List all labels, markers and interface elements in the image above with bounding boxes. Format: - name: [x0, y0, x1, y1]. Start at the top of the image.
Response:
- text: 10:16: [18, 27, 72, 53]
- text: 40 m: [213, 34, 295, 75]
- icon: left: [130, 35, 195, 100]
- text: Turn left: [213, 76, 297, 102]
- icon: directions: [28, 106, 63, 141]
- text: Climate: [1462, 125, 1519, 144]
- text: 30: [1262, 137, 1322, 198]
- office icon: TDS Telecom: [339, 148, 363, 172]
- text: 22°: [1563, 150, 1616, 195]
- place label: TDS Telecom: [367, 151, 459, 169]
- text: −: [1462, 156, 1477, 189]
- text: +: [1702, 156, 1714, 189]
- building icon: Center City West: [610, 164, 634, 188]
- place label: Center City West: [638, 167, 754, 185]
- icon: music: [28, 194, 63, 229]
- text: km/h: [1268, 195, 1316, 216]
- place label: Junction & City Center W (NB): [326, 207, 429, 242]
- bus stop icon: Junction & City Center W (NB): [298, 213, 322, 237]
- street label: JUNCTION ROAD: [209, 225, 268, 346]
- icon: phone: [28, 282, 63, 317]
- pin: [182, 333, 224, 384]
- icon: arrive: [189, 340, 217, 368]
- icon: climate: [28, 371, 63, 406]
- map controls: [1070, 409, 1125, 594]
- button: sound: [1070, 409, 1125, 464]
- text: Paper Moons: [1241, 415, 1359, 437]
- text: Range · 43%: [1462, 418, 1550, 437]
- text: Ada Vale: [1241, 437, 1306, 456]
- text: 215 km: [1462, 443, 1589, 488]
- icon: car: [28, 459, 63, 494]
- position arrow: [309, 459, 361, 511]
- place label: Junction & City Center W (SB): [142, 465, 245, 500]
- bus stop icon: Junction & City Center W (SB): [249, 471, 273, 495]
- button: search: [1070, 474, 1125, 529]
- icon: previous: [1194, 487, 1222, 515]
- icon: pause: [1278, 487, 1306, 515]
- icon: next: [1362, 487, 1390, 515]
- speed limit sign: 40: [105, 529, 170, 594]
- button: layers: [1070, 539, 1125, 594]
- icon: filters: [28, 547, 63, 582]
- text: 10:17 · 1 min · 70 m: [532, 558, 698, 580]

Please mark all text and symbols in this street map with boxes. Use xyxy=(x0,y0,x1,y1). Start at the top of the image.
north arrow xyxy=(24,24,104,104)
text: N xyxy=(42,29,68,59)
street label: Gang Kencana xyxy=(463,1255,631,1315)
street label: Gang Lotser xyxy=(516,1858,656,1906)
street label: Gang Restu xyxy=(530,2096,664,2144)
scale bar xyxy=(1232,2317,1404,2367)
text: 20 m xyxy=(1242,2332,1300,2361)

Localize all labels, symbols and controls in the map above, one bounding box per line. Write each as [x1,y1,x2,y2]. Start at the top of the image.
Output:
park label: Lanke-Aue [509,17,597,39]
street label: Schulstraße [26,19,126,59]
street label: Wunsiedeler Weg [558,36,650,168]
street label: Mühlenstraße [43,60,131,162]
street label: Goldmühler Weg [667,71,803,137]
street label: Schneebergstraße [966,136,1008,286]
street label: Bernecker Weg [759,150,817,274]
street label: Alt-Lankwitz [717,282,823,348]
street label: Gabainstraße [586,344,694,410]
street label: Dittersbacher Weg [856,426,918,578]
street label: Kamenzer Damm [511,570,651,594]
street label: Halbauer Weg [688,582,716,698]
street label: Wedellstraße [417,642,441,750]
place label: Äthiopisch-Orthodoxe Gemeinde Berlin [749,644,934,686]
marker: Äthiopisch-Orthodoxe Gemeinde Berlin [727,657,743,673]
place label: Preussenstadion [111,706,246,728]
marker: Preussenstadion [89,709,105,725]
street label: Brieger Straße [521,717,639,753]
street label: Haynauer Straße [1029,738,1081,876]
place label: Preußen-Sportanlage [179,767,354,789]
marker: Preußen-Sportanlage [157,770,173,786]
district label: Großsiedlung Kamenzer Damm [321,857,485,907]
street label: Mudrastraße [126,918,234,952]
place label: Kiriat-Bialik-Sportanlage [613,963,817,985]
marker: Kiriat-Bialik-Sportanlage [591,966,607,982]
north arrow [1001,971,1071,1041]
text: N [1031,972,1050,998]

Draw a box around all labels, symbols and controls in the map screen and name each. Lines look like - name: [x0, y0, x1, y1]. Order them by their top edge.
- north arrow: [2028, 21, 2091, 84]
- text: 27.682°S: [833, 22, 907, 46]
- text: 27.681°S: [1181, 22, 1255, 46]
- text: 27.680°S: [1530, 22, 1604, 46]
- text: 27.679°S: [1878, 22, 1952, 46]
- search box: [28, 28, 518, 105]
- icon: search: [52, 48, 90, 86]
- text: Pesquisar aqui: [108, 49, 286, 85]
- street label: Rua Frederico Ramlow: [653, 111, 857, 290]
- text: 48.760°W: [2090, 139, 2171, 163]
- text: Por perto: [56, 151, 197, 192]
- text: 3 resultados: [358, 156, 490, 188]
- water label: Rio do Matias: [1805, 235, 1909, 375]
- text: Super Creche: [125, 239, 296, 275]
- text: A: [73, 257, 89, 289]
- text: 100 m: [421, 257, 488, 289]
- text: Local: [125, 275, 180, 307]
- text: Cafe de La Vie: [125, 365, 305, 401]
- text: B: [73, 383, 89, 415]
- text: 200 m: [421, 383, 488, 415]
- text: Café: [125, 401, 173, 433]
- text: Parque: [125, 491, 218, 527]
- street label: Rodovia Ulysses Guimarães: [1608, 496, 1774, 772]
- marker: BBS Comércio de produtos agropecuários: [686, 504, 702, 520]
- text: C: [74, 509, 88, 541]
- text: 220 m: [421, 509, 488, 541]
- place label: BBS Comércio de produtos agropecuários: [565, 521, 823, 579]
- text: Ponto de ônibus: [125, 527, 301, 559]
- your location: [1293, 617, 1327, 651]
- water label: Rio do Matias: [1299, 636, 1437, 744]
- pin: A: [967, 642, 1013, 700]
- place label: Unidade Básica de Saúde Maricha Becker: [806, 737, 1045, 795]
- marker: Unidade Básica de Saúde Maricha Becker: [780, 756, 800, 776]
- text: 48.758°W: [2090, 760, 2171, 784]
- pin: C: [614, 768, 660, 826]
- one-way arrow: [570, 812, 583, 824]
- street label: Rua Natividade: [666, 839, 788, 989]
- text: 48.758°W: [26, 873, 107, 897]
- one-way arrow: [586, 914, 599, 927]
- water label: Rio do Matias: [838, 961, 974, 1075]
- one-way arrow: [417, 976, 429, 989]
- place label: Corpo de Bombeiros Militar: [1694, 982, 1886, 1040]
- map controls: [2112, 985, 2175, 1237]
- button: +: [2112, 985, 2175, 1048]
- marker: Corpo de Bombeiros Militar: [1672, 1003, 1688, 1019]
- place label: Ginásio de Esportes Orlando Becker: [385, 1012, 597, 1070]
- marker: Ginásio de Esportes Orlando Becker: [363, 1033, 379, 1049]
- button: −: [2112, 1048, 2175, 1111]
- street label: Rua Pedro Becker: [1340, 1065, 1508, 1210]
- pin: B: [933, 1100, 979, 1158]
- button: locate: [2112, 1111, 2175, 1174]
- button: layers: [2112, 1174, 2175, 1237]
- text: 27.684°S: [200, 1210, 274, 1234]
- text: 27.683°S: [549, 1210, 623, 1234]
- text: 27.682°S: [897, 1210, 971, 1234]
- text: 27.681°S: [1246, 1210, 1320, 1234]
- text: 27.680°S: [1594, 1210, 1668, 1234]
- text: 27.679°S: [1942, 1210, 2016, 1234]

• Required action:
Would you write out all of the data exactly as given?

• Solution below:
List all labels, markers and interface elements in the image above with bounding boxes. Format: - name: [x0, y0, x1, y1]. Start at the top of the image.
Response:
- text: 10:16: [18, 27, 72, 53]
- text: 40 m: [213, 34, 295, 75]
- icon: left: [130, 35, 195, 100]
- text: Turn left: [213, 76, 297, 102]
- icon: directions: [28, 106, 63, 141]
- text: Climate: [1462, 125, 1519, 144]
- text: 30: [1262, 137, 1322, 198]
- office icon: TDS Telecom: [339, 148, 363, 172]
- text: 22°: [1563, 150, 1616, 195]
- place label: TDS Telecom: [367, 151, 459, 169]
- text: −: [1462, 156, 1477, 189]
- text: +: [1702, 156, 1714, 189]
- building icon: Center City West: [610, 164, 634, 188]
- place label: Center City West: [638, 167, 754, 185]
- icon: music: [28, 194, 63, 229]
- text: km/h: [1268, 195, 1316, 216]
- place label: Junction & City Center W (NB): [326, 207, 429, 242]
- bus stop icon: Junction & City Center W (NB): [298, 213, 322, 237]
- street label: JUNCTION ROAD: [209, 225, 268, 346]
- icon: phone: [28, 282, 63, 317]
- pin: [182, 333, 224, 384]
- icon: arrive: [189, 340, 217, 368]
- icon: climate: [28, 371, 63, 406]
- map controls: [1070, 409, 1125, 594]
- button: sound: [1070, 409, 1125, 464]
- text: Paper Moons: [1241, 415, 1359, 437]
- text: Range · 43%: [1462, 418, 1550, 437]
- text: Ada Vale: [1241, 437, 1306, 456]
- text: 215 km: [1462, 443, 1589, 488]
- icon: car: [28, 459, 63, 494]
- position arrow: [309, 459, 361, 511]
- place label: Junction & City Center W (SB): [142, 465, 245, 500]
- bus stop icon: Junction & City Center W (SB): [249, 471, 273, 495]
- button: search: [1070, 474, 1125, 529]
- icon: previous: [1194, 487, 1222, 515]
- icon: pause: [1278, 487, 1306, 515]
- icon: next: [1362, 487, 1390, 515]
- speed limit sign: 40: [105, 529, 170, 594]
- button: layers: [1070, 539, 1125, 594]
- icon: filters: [28, 547, 63, 582]
- text: 10:17 · 1 min · 70 m: [532, 558, 698, 580]

Please mark all text and symbols in this street map with boxes. Use xyxy=(x0,y0,x1,y1). Start at the top of the image.
north arrow xyxy=(24,24,104,104)
text: N xyxy=(42,29,68,59)
street label: Gang Kencana xyxy=(463,1255,631,1315)
street label: Gang Lotser xyxy=(516,1858,656,1906)
street label: Gang Restu xyxy=(530,2096,664,2144)
scale bar xyxy=(1232,2317,1404,2367)
text: 20 m xyxy=(1242,2332,1300,2361)

Localize all labels, symbols and controls in the map above, one bounding box per line. Write each as [x1,y1,x2,y2]. Start at the top of the image.
Output:
park label: Lanke-Aue [509,17,597,39]
street label: Schulstraße [26,19,126,59]
street label: Wunsiedeler Weg [558,36,650,168]
street label: Mühlenstraße [43,60,131,162]
street label: Goldmühler Weg [667,71,803,137]
street label: Schneebergstraße [966,136,1008,286]
street label: Bernecker Weg [759,150,817,274]
street label: Alt-Lankwitz [717,282,823,348]
street label: Gabainstraße [586,344,694,410]
street label: Dittersbacher Weg [856,426,918,578]
street label: Kamenzer Damm [511,570,651,594]
street label: Halbauer Weg [688,582,716,698]
street label: Wedellstraße [417,642,441,750]
place label: Äthiopisch-Orthodoxe Gemeinde Berlin [749,644,934,686]
marker: Äthiopisch-Orthodoxe Gemeinde Berlin [727,657,743,673]
place label: Preussenstadion [111,706,246,728]
marker: Preussenstadion [89,709,105,725]
street label: Brieger Straße [521,717,639,753]
street label: Haynauer Straße [1029,738,1081,876]
place label: Preußen-Sportanlage [179,767,354,789]
marker: Preußen-Sportanlage [157,770,173,786]
district label: Großsiedlung Kamenzer Damm [321,857,485,907]
street label: Mudrastraße [126,918,234,952]
place label: Kiriat-Bialik-Sportanlage [613,963,817,985]
marker: Kiriat-Bialik-Sportanlage [591,966,607,982]
north arrow [1001,971,1071,1041]
text: N [1031,972,1050,998]

Draw a box around all labels, symbols and controls in the map screen and name each. Lines look like - name: [x0, y0, x1, y1]. Order them by their top edge.
- north arrow: [2028, 21, 2091, 84]
- text: 27.682°S: [833, 22, 907, 46]
- text: 27.681°S: [1181, 22, 1255, 46]
- text: 27.680°S: [1530, 22, 1604, 46]
- text: 27.679°S: [1878, 22, 1952, 46]
- search box: [28, 28, 518, 105]
- icon: search: [52, 48, 90, 86]
- text: Pesquisar aqui: [108, 49, 286, 85]
- street label: Rua Frederico Ramlow: [653, 111, 857, 290]
- text: 48.760°W: [2090, 139, 2171, 163]
- text: Por perto: [56, 151, 197, 192]
- text: 3 resultados: [358, 156, 490, 188]
- water label: Rio do Matias: [1805, 235, 1909, 375]
- text: Super Creche: [125, 239, 296, 275]
- text: A: [73, 257, 89, 289]
- text: 100 m: [421, 257, 488, 289]
- text: Local: [125, 275, 180, 307]
- text: Cafe de La Vie: [125, 365, 305, 401]
- text: B: [73, 383, 89, 415]
- text: 200 m: [421, 383, 488, 415]
- text: Café: [125, 401, 173, 433]
- text: Parque: [125, 491, 218, 527]
- street label: Rodovia Ulysses Guimarães: [1608, 496, 1774, 772]
- marker: BBS Comércio de produtos agropecuários: [686, 504, 702, 520]
- text: C: [74, 509, 88, 541]
- text: 220 m: [421, 509, 488, 541]
- place label: BBS Comércio de produtos agropecuários: [565, 521, 823, 579]
- text: Ponto de ônibus: [125, 527, 301, 559]
- your location: [1293, 617, 1327, 651]
- water label: Rio do Matias: [1299, 636, 1437, 744]
- pin: A: [967, 642, 1013, 700]
- place label: Unidade Básica de Saúde Maricha Becker: [806, 737, 1045, 795]
- marker: Unidade Básica de Saúde Maricha Becker: [780, 756, 800, 776]
- text: 48.758°W: [2090, 760, 2171, 784]
- pin: C: [614, 768, 660, 826]
- one-way arrow: [570, 812, 583, 824]
- street label: Rua Natividade: [666, 839, 788, 989]
- text: 48.758°W: [26, 873, 107, 897]
- one-way arrow: [586, 914, 599, 927]
- water label: Rio do Matias: [838, 961, 974, 1075]
- one-way arrow: [417, 976, 429, 989]
- place label: Corpo de Bombeiros Militar: [1694, 982, 1886, 1040]
- map controls: [2112, 985, 2175, 1237]
- button: +: [2112, 985, 2175, 1048]
- marker: Corpo de Bombeiros Militar: [1672, 1003, 1688, 1019]
- place label: Ginásio de Esportes Orlando Becker: [385, 1012, 597, 1070]
- marker: Ginásio de Esportes Orlando Becker: [363, 1033, 379, 1049]
- button: −: [2112, 1048, 2175, 1111]
- street label: Rua Pedro Becker: [1340, 1065, 1508, 1210]
- pin: B: [933, 1100, 979, 1158]
- button: locate: [2112, 1111, 2175, 1174]
- button: layers: [2112, 1174, 2175, 1237]
- text: 27.684°S: [200, 1210, 274, 1234]
- text: 27.683°S: [549, 1210, 623, 1234]
- text: 27.682°S: [897, 1210, 971, 1234]
- text: 27.681°S: [1246, 1210, 1320, 1234]
- text: 27.680°S: [1594, 1210, 1668, 1234]
- text: 27.679°S: [1942, 1210, 2016, 1234]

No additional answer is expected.